→ Task goal
All lines with the word "controls" in the material below are required.
** Records to use follows **
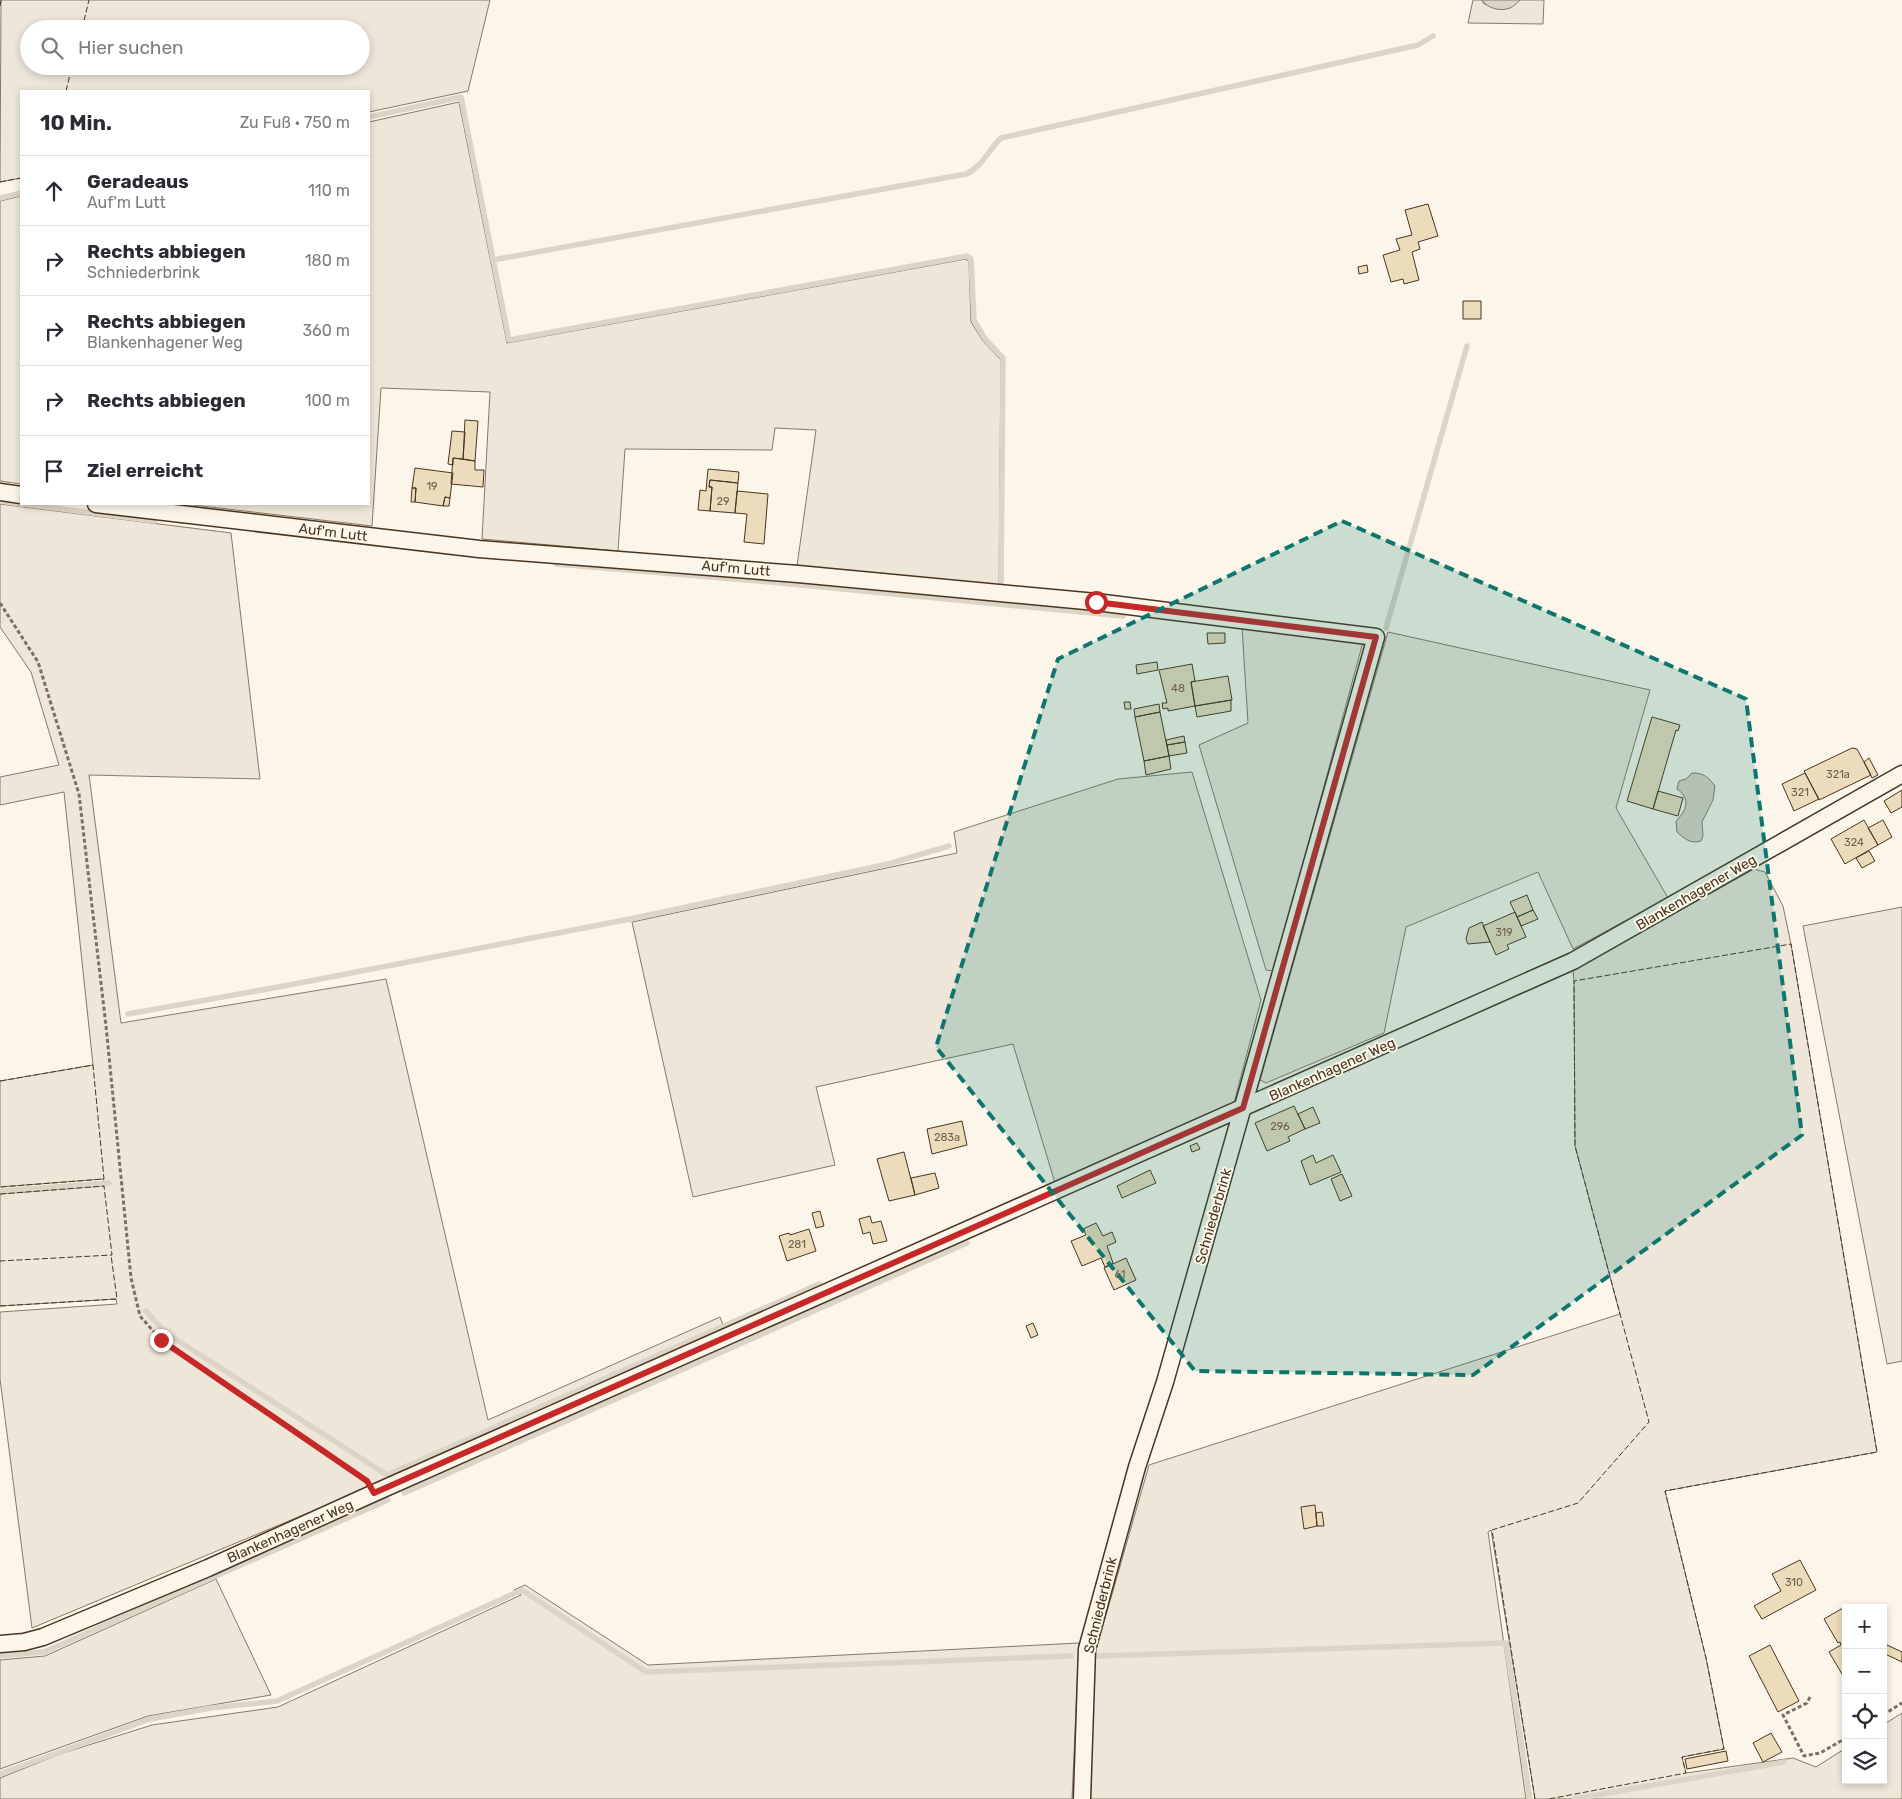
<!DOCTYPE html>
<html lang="de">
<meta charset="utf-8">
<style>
body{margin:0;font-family:Rubik,sans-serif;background:#f7f7f7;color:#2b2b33}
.controls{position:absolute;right:15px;bottom:15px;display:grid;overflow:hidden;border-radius:0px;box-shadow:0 2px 8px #0003}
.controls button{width:45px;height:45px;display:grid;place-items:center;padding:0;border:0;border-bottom:1px solid #e1e1e2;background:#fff;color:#2b2b33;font:25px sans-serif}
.stop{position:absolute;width:15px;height:15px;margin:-11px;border:4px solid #c62828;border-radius:50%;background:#fff}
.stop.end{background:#c62828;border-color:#fff;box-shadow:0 1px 5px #0008}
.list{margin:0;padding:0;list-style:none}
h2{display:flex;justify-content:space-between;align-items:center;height:65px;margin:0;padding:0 20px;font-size:21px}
h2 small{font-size:16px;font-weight:400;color:#7c7c81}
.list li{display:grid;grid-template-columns:32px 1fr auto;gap:15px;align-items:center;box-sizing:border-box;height:70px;padding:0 20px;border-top:1px solid #e1e1e2}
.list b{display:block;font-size:19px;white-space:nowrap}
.list p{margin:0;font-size:16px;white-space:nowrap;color:#7c7c81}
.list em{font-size:16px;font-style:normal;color:#7c7c81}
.icon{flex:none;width:28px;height:28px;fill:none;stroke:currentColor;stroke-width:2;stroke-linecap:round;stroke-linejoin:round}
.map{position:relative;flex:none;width:1902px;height:1799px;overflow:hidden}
.search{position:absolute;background:#fff;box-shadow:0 2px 8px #0003;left:20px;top:20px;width:350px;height:55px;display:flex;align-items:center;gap:12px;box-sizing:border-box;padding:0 18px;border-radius:28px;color:#7c7c81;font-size:19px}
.panel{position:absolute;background:#fff;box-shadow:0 2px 8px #0003;left:20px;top:90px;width:350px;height:415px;border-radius:0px}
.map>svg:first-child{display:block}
</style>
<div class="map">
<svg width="1902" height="1799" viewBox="0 0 1902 1799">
<rect width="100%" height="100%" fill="#fbf6e9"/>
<path fill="#ede6d9" stroke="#887966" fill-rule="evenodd" d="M1,0h489l-22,91 -99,21v-21h-348v87l-21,4zM29,29h332v37h-332z
M1473,0h9l2,4 26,4 10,-8h24l-1,24 -75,-1z
M459,102l48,241 459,-84 3,3 2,60 12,19 18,19 -2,225 -202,-19 19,-136 -41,-2 -3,22 -147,-1 -7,102 -136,-12 8,-147 -109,-4 -9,138 -187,-22h184v-382z
M21,196v288l-21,-3v-280z
M0,504l231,29 29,246 -171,-4 32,248 265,-44 102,441 232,-103 5,13 -369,163 -324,135 -32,-249v-67l117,-8 -1,-5 -116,7v-112l104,-8 -1,-7 -103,8v-106l93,-16 -29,-273 -64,13v-28l59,-12 -28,-93 -31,-45z
M1242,627l121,15 -89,329 -8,-1 -67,-225 49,-22z
M1388,632l262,58 -34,118 52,90 -95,51 -35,-77 -132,55 -22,106 -118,50 -6,-3z
M1192,772l69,228 -27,103 -179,80 -42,-139 -197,43 19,78 -142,32 -61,-275 325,-69 -3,-21 164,-53z
M1754,869l11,3 18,34 8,38 86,508 -212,39 41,167 18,91 -42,8 4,16 107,-15 23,9 30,-19v32h37v-55l19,-12v86h-367l-44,-269 -3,2 38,267h-439l5,-135 57,-199 471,-151 -45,-168 -1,-165 -1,-11z
M1902,907v454l-15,3 -84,-438z
M216,1579l55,116 -123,21 -148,53v-109l45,-4z
M525,1585l123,80 431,-22 -7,156h-1072v-21l60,-24 92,-29 126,-18 243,-112 -7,-5z"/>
<path fill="#dcd4c6" stroke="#887966" d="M1482,0h38c-3,3 -7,7 -10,8 -10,4 -23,0 -28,-8z
M1692,773c12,0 16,4 23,13l-2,14 -11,22 1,14 -2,5c-11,3 -16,-2 -24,-9l-1,-11c11,-11 15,-22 1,-32l2,-8 7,-2z"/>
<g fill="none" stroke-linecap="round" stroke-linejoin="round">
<path stroke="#dcd4c6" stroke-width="5.5" d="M369,117l92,-20 48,243 458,-84 4,3 3,61 11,19 18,19 -2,229
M0,198l21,-5
M493,260l473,-86c16,-7 23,-25 35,-36l417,-93 15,-9
M0,501l21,3
M23,504l132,17
M556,564l214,18 353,34
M1386,628l81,-282
M128,1014l156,-28 346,-67 258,-55 61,-18
M0,1191l109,-8
M146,1311l20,22 221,142 432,-191
M404,1493l563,-250
M0,1656l44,-4 344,-152
M1097,1656l409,-13 24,156
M0,1774l150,-55 61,-11 66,-7 245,-111 124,82 425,-16
M1574,1799l210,-37"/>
</g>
<path fill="#ecdcbc" stroke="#4a3520" d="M1428,204l10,32 -20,6 2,7 -8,3 7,28 -15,4 -1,-5 -12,3 -8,-27 17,-5 -4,-11 16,-4 -7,-25z
M1367,265l1,7 -9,2 -1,-7z
M1463,301h18v18h-18z
M465,420l13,1 -3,40 -12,-2z
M452,431l13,1 -2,27 -10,-1v7l-5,-1z
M453,458l22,3v9h9l-1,17 -32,-3z
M415,468l38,5 -3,25 -5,-1 -2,9 -28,-4 1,-14h-4z
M708,469l31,3 -1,11 -28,-3 -1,7h3l-2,24 -12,-1 2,-20 6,1z
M710,480l28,3 -3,30 -25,-2 2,-24h-3z
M412,488h4l-1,14h-4z
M737,491l31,3 -4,50 -20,-2 3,-28 -12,-1z
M445,497l5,1 -1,8h-6z
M1207,633h18v10l-17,1z
M1157,662l1,8 -21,4 -1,-9z
M1192,664l3,17 -4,1 4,24 -27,5v-3l-5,1 -1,-6h5l-8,-33z
M1228,676l4,24 -37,6 -4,-24z
M1231,700v11l-34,6 -2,-11z
M1124,702h6l1,7h-6z
M1159,704l1,8 -25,5 -1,-8z
M1160,712l9,44 -25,5 -9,-44z
M1652,717l28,8 -2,6 -2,-1 -23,79 -26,-8z
M1184,736l1,6 -18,3 -1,-5z
M1185,742l2,11 -18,3 -2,-11z
M1852,748l5,1 14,26 -52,25 -15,-29z
M1169,756l2,13 -25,6 -2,-14z
M1869,758l9,17 -6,3 -8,-16z
M1805,773l14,26 -25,12 -12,-27z
M1902,790v17l-11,6 -7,-12z
M1658,791l25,7 -5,18 -25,-7z
M1864,820l14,25 -33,19 -14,-25z
M1883,820l9,17 -14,8 -10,-17z
M1869,851l6,10 -13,7 -6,-10z
M1527,895l6,15 -16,7 -7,-15z
M1533,910l5,9 -17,7 -4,-9z
M1515,912l11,25 -19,8 2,4 -13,6 -13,-29z
M1482,922l8,20 -22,2 -2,-5 3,-11z
M1294,1106l11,23 -17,8 2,4 -23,10 -12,-28z
M1313,1107l7,16 -15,6 -7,-15z
M962,1121l5,24 -35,9 -5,-25z
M1197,1143l3,6 -8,3 -2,-6z
M904,1152l11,43 -26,6 -12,-42z
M1313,1155l3,8 17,-8 8,17 -31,13 -9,-24z
M1150,1170l6,13 -34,15 -5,-12z
M935,1173l4,15 -24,7 -4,-17z
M1342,1174l10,22 -12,5 -9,-22z
M820,1211l4,15 -8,2 -4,-15z
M870,1216l2,7 9,-2 6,20 -14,3 -3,-12 -7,2 -4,-15z
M1096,1223l7,13 9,-4 4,10 -9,4 6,17 -8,4 -4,-9 -19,8 -11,-25 15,-6 -3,-6z
M809,1229l7,22 -29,10 -8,-25 10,-3 1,2z
M1126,1258l10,22 -22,10 -10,-22z
M1033,1323l5,12 -7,3 -5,-12z
M1315,1505l2,21 -13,3 -3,-22z
M1322,1512l2,14h-7l-1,-13z
M1800,1560l16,30 -54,29 -8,-13 27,-15 -9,-17z
M1843,1608l3,5v25l-3,2 3,2v29l-4,3 -13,-22 12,-7 -1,-3 -2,1 -14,-24z
M1770,1645l29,56 -21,11 -29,-56z
M1887,1645l15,7v10l-19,-9z
M1771,1733l11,19 -19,10 -10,-19z
M1726,1751l2,10 -41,8 -2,-10z"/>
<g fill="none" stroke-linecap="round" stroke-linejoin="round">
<defs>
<path id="minor" d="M0,492l21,3
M96,504l383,45 319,25 298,28 280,35 -211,745 -28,85 -50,182 -5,150
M0,1644l24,-2 19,-5 165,-69 166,-75 1199,-532 329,-187"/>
</defs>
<use href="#minor" stroke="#4a3520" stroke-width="19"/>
<path stroke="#7f6f5c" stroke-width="3" stroke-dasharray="4 2.5" stroke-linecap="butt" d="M0,603l38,59 41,132 27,232 25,252 9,38 21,24 204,140
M1810,1697l-3,6 -24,12 21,41 16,-3 26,-15
M1883,1715l19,-12"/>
<use href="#minor" stroke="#fbf6e9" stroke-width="16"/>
<path stroke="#4a3520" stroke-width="1" stroke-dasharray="6 2.5" stroke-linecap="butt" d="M0,6l1,-6
M82,29l7,-29
M66,91l6,-25
M0,182l21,-4
M0,1081l93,-16 11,114 -104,8
M0,1194l104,-8 8,69 -112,6
M0,1306l117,-7 -6,-44
M1535,1799l-43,-269 86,-27 71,-81 -74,-276 -1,-165 217,-37 86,508 -212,39 41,167 18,91 -42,8 4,16 -137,26"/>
</g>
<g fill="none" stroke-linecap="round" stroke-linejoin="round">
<path stroke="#c62828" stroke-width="6" d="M161,1340l206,141 7,12 869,-385 133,-471 -280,-35"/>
</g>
<path fill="#0f766e" fill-opacity="0.2" stroke="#0f766e" stroke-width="4" stroke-dasharray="10 6" stroke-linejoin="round" d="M1342,521l404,178 56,436 -329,240 -278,-4 -259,-324 122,-388z"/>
<g text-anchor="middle" stroke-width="4" stroke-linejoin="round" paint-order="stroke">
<g font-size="11" fill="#725f47">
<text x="432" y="490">19</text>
<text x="723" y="505">29</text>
<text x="1178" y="692">48</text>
<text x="1838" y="778">321a</text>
<text x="1800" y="796">321</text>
<text x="1854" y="846">324</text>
<text x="1504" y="936">319</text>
<text x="1280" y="1130">296</text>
<text x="947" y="1141">283a</text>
<text x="797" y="1248">281</text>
<text x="1120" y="1278">61</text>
<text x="1794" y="1586">310</text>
</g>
<g font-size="14" fill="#4a3520" stroke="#fbf6e9">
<text transform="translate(333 532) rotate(7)" y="5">Auf'm Lutt</text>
<text transform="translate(736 568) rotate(5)" y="5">Auf'm Lutt</text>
<text transform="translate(1696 892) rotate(-30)" y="5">Blankenhagener Weg</text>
<text transform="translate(1332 1069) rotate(-24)" y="5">Blankenhagener Weg</text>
<text transform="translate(1213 1216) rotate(-74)" y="5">Schniederbrink</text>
<text transform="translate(290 1531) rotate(-24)" y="5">Blankenhagener Weg</text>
<text transform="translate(1100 1605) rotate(-76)" y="5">Schniederbrink</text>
</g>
</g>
</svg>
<div class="controls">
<button>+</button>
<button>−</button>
<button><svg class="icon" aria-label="locate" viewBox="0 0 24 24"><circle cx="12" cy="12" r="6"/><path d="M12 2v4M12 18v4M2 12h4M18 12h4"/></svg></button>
<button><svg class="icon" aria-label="layers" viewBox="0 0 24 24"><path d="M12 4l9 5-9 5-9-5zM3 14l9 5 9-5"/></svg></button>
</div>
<div class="stop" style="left:1096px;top:602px"></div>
<div class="stop end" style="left:161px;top:1340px"></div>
<div class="search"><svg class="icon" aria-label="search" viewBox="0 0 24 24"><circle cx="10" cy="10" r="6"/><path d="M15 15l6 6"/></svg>Hier suchen</div>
<section class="panel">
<h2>10 Min.<small>Zu Fuß · 750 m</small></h2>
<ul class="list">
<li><svg class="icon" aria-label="ahead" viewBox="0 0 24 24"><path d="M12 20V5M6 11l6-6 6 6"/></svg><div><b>Geradeaus</b><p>Auf'm Lutt</p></div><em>110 m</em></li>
<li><svg class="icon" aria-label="right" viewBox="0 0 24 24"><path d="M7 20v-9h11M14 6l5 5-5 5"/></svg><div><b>Rechts abbiegen</b><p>Schniederbrink</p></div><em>180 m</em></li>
<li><svg class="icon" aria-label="right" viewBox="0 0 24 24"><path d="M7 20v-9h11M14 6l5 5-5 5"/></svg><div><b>Rechts abbiegen</b><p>Blankenhagener Weg</p></div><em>360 m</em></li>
<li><svg class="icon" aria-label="right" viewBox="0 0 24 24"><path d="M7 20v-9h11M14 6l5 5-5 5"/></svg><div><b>Rechts abbiegen</b></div><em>100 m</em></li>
<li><svg class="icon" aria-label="arrive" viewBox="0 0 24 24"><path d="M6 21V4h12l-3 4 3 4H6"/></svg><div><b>Ziel erreicht</b></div></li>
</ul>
</section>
</div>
** End of Records to use **
→ Worked solution
.controls{position:absolute;right:15px;bottom:15px;display:grid;overflow:hidden;border-radius:0px;box-shadow:0 2px 8px #0003}
.controls button{width:45px;height:45px;display:grid;place-items:center;padding:0;border:0;border-bottom:1px solid #e1e1e2;background:#fff;color:#2b2b33;font:25px sans-serif}
<div class="controls">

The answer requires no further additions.